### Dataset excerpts
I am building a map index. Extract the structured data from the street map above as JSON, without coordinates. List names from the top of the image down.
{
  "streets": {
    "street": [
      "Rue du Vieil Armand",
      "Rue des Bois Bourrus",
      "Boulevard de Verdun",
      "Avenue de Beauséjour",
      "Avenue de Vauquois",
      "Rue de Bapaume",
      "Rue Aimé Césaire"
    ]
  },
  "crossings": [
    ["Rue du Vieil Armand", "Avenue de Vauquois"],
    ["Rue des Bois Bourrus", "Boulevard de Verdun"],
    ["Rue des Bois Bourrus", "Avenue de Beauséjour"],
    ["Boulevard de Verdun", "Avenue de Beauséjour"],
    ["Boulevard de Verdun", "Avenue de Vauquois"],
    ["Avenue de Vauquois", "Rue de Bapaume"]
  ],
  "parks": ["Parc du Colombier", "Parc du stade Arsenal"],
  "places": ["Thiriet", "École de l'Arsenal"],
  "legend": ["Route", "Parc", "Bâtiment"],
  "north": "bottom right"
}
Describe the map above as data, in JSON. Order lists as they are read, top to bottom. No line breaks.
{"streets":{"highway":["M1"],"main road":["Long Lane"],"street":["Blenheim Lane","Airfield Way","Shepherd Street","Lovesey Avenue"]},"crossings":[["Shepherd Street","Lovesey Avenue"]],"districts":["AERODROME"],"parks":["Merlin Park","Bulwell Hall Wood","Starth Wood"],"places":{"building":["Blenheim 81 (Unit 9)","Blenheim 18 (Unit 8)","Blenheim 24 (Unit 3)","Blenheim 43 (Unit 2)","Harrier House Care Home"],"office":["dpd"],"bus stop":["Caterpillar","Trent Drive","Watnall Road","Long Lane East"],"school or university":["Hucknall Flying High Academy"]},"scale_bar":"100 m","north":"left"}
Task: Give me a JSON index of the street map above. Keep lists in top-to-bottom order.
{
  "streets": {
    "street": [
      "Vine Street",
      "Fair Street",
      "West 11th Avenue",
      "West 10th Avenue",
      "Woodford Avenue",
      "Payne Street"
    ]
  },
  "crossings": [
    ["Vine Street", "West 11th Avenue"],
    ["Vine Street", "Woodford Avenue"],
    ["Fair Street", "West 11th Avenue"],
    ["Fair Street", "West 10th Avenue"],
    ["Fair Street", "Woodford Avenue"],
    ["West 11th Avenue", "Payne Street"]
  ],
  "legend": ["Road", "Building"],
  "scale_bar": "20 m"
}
...
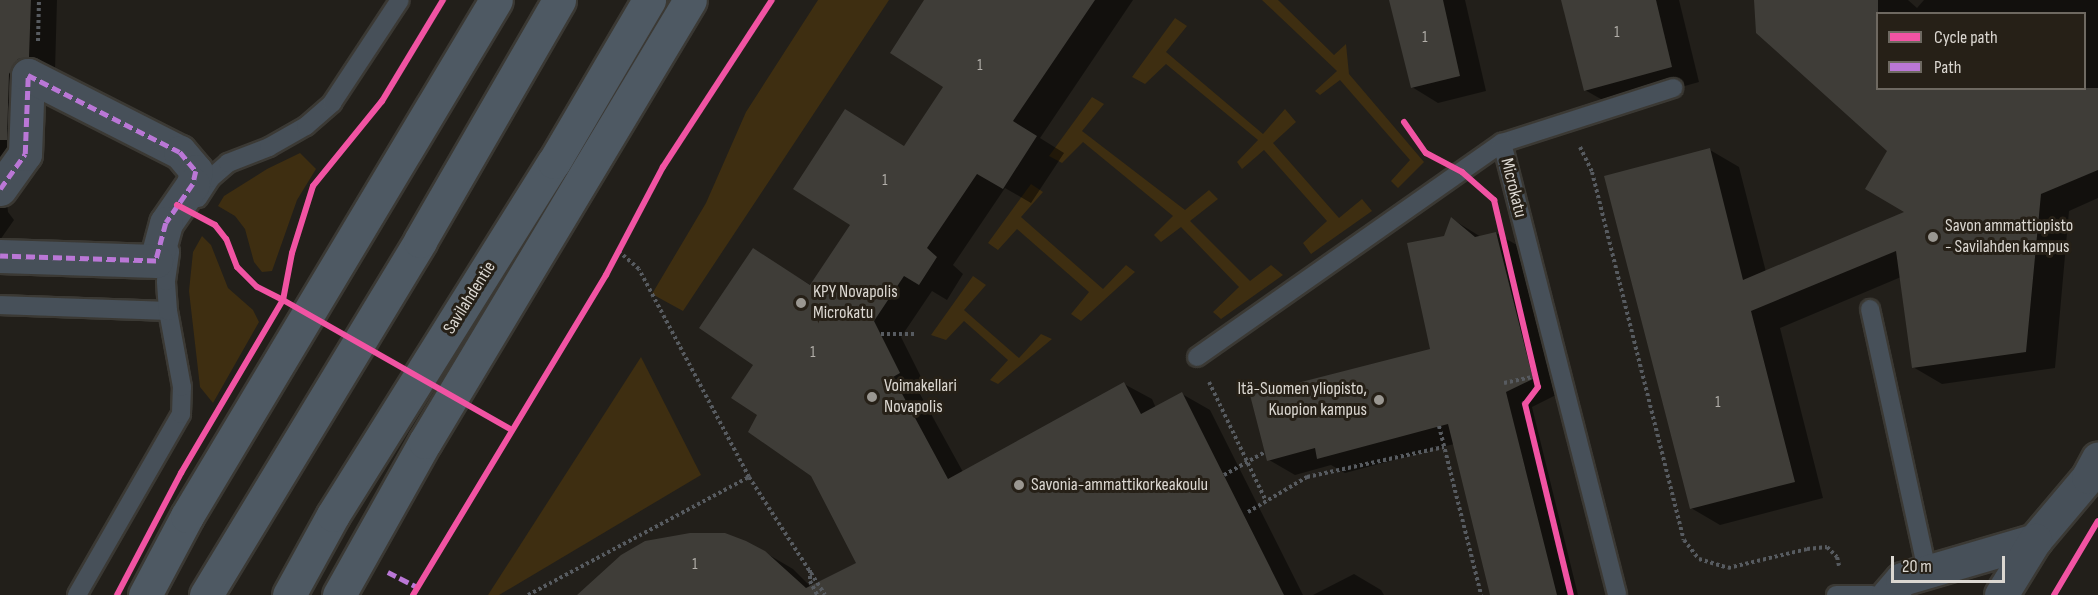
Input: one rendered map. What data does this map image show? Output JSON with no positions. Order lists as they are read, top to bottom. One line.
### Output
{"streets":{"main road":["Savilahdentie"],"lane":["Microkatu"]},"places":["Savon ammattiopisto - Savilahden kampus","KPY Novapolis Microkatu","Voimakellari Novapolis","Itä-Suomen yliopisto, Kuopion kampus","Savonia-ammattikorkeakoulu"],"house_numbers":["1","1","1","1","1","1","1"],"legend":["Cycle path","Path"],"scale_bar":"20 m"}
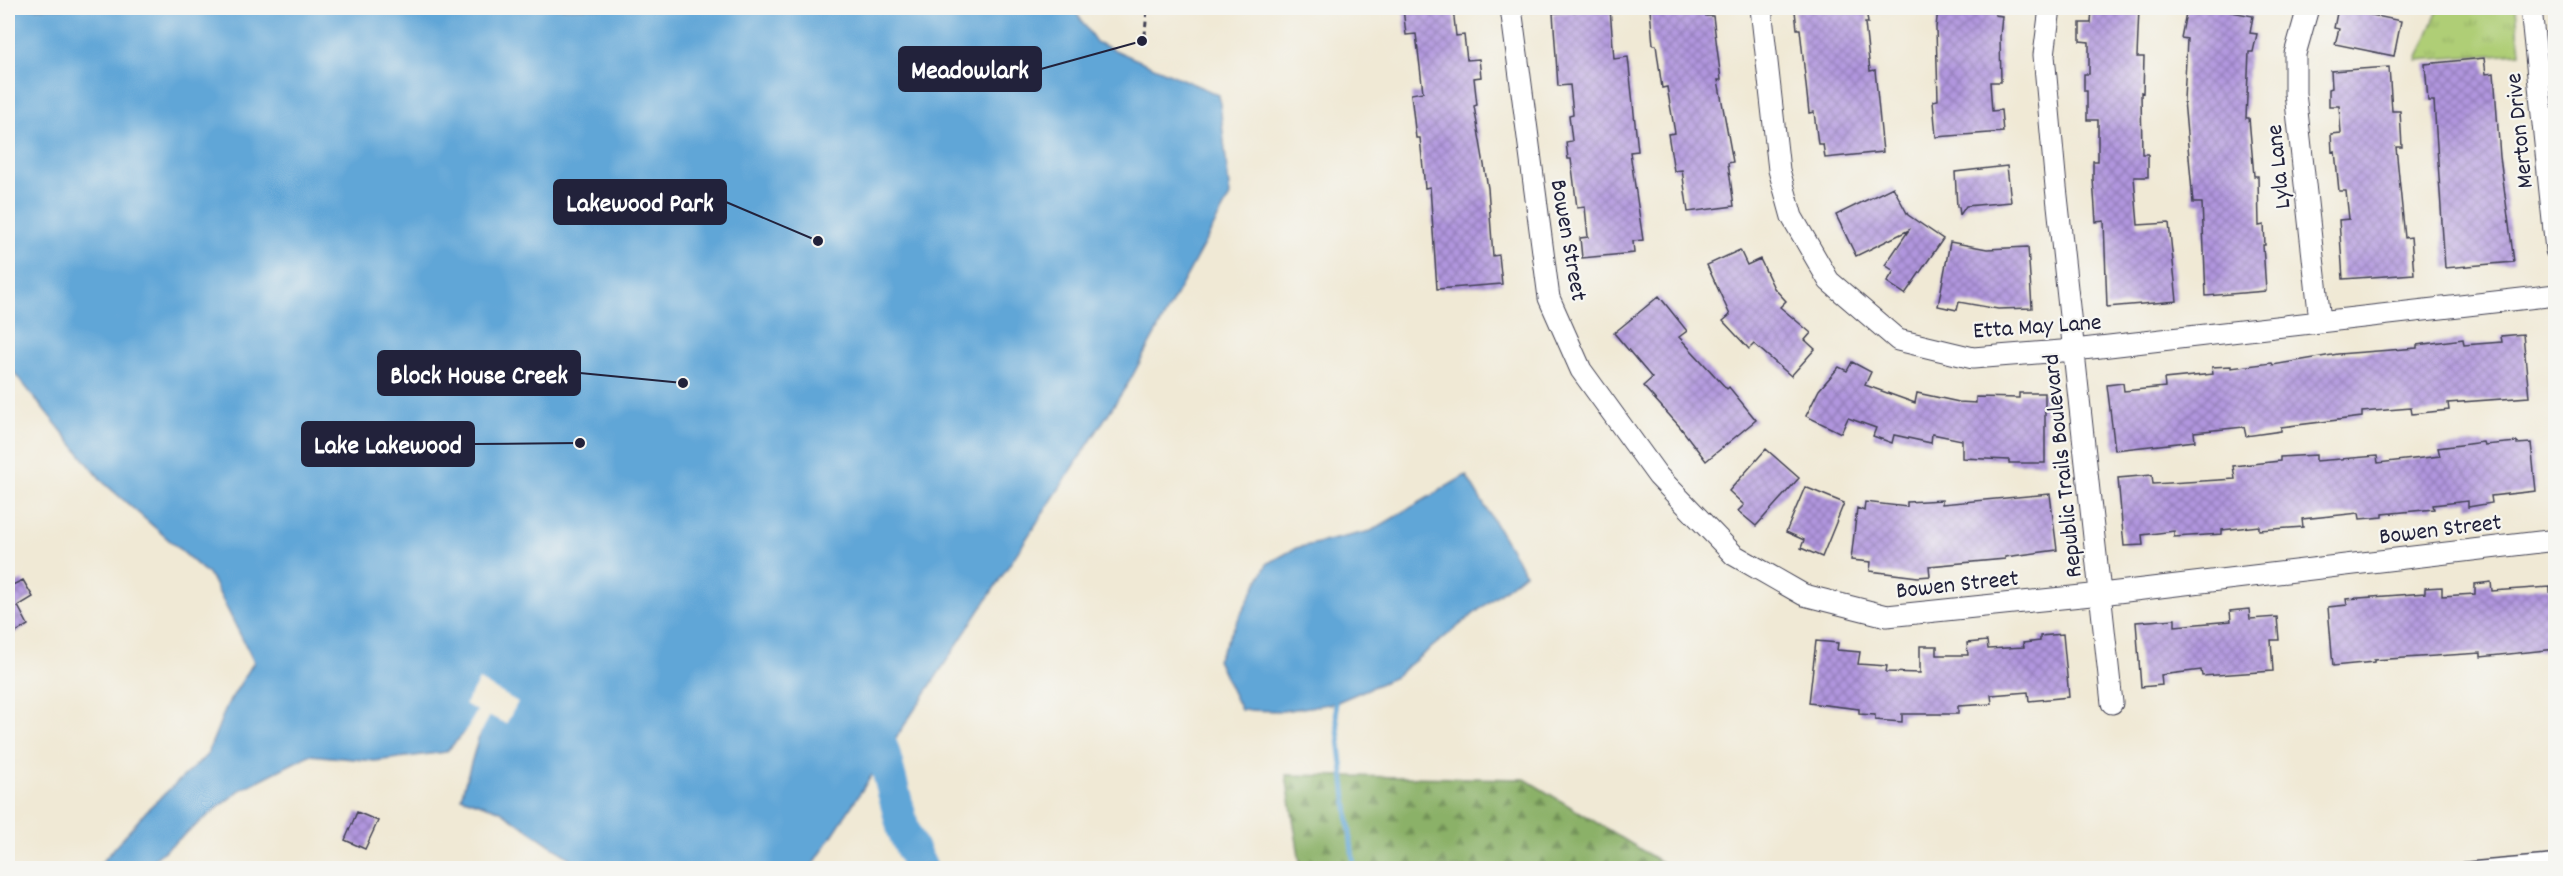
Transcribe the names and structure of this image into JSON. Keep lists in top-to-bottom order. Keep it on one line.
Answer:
---
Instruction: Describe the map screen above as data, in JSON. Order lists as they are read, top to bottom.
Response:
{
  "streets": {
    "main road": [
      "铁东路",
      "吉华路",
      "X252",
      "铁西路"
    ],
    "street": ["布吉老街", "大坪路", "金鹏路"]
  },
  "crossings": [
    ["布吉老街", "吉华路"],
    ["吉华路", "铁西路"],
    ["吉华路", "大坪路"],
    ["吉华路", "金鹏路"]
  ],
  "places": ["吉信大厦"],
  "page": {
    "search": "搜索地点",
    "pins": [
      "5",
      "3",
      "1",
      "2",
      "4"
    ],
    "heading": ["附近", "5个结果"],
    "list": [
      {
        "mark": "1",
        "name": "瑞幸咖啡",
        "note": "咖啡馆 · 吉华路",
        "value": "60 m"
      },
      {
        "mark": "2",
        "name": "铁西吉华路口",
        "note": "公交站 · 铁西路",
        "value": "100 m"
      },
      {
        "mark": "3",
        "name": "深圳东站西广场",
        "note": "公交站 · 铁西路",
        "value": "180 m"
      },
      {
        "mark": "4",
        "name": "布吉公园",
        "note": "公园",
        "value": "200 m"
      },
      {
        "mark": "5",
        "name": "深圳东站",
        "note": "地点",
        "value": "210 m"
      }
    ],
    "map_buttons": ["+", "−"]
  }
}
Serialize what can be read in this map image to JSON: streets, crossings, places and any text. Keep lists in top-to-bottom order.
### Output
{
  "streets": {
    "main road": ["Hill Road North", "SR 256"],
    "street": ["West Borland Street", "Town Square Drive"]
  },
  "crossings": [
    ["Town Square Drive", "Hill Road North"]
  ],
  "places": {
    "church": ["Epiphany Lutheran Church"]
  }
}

### Exercise objective
Identify the lines in the entries above that contain "this", then copy them out.

### Task solution
Input: one rendered map. What data does this map image show? Output JSON with no positions. Order lists as they are read, top to bottom. One line.
Transcribe the names and structure of this image into JSON. Keep lists in top-to-bottom order. Keep it on one line.
Serialize what can be read in this map image to JSON: streets, crossings, places and any text. Keep lists in top-to-bottom order.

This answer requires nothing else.